Scholarship in the Digital Age: Information, Infrastructure, and the Internet

Author: Christine L. Borgman
Publisher: Cambridge, MA: MIT Press, 2007
Review Published: December 2009

 REVIEW 1: Denise N. Rall

Christine L. Borgman has produced a carefully constructed book with nine succinct chapters, and a gratifyingly large set of references. These chapters are constructed logically around her major points, tied to appropriate references to information theory and current research projects, populated with examples from specific databases and web-based repositories as well as illustrations of scholarly pitfalls in pursuing information without appropriate guidelines or even ethical misconduct (usually from the sciences).
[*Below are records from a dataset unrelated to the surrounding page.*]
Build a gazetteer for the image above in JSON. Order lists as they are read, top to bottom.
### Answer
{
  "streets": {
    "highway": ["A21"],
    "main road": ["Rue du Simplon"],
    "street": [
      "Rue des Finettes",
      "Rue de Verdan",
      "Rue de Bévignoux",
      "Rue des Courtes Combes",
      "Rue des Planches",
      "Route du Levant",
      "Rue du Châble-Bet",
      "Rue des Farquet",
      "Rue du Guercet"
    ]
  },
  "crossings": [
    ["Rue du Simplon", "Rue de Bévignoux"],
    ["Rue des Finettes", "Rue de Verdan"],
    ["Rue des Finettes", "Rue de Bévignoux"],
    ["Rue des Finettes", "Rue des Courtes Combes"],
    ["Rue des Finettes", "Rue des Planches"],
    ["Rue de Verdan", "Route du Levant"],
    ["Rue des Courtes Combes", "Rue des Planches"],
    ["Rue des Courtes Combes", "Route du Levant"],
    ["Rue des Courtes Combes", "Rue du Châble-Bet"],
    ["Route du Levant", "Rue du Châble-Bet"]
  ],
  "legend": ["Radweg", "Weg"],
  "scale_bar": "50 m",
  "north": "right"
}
Borgman's first chapter, "Scholarship at the crossroads," deals with the familiar issues of the data deluge, and the problems of scale, trust and reciprocity, and preservation. In brief, as she mentions throughout, data users and content providers have two different agendas. This chapter lays out the conflicts between the various players, the academics, libraries, publishers, content providers, database services, information managers, governments, policy makers, and the problematic nature of technology itself. The data deluge is a tsunami that threatens to swamp us all, and the issues involved are many: peer review, speed of dissemination, who pays, retrieval mechanisms and the ease of access, as well as issues of cost and preservation (9). Our current academic research practices could be defined as evolutionary, revolutionary, or in crisis mode. How these conflicts evolve or are resolved (even partially) will determine the shape of e-Research infrastructures to come.

Chapter 2, "Building the scholarly infrastructure," details the shape of past and present infrastructures, with a few paragraphs on previous organizational strategies, followed by the modern incarnations of systems theory, the Internet, the World Wide Web, the Grid, and digital libraries. In my opinion, grid computing has never been satisfactorily explained, and I am no further enlightened by its inclusion here (it is alluded to as the subject of an upcoming book). As could be anticipated, the section on digital libraries is clear and well-defined. The other sections detail the many initiatives on scholarly infrastructure from several countries, dominantly the US and the UK, but the EU initiatives and those from Japan are also covered. A helpful graphic, entitled "Cyberstructure: Layered Model" is included from the US's National Science Foundation (NSF) (24). It is evident that much funding has been devoted to a number of infrastructural projects, including large-scale partnerships in the fields of astronomy and geoscience, meteorology and oceanography. She concludes that these initiatives will be extremely important for those who pursue "highly distributed, collaborative, multidisciplinary research and learning that relies on large volumes of digital resources" (31).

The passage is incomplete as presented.